Figure 1: — Importance of monitoring transition ions when conducting targeted quantitative studies. The inset shows the tandem mass spectrometry (MS²) spectrum of the HER-2 peptide SGGGDLTLGLEPSEEEAPR. The bottom four spectra show peaks throughout the chromatograms when the parent ion and three transition ions labeled in the MS² spectrum are monitored. Collectively presented spectra show that the peak at ∼31 min (asterisk and outlined) is the peptide of interest.
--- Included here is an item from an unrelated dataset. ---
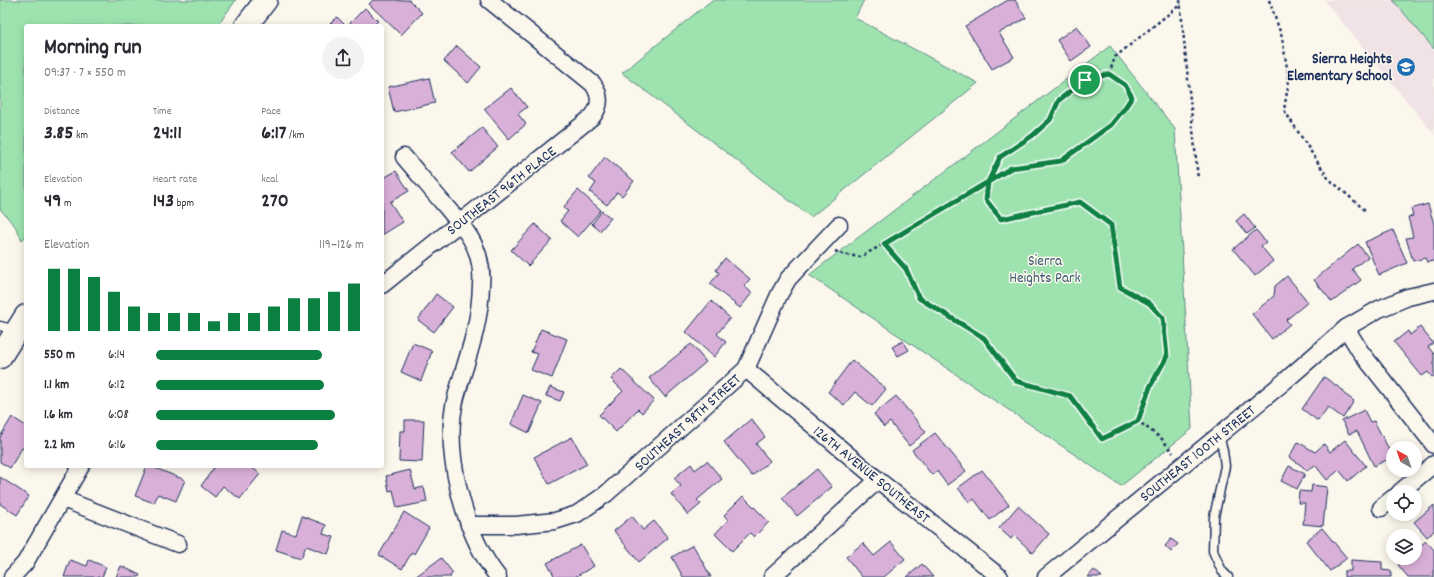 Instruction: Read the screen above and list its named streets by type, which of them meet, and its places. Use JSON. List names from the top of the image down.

Probably the major challenge facing targeted, quantitative proteomics is that the MS signal obtained from a peptide behaves differentially depending on the matrix it is in. For example, it is well known that the ionization efficiency of a molecule is affected by its environment. Therefore, a solution only containing the peptide of interest will undoubtedly give a much more intense MS signal than the identical peptide within serum or plasma, for example. This phenomenon is illustrated in Figure 2, which shows the effect of adding increasing amounts of cell lysate on the signals obtained from a heavy isotopic version of the surrogate peptide (SGGGDLTLGLEPSEEEAPR; [M + 2H]²⁺ m/z 962.5) for the protein HER2 shown above. The areas of the peaks, representing three transition ions that were monitored during an MRM experiment, all show a >50% decrease when the amount of matrix added to the pure peptide is increased from 100 to 250 ng. A final addition of 1000 ng of cell lysate to the peptide solution makes each signal essentially unquantifiable. SRM and MRM methods, will play big roles in biomarker validation, however, optimization of each assay is going to be critical and most of the data will need to be determined empirically, although computational data will help in designing the starting points for these studies.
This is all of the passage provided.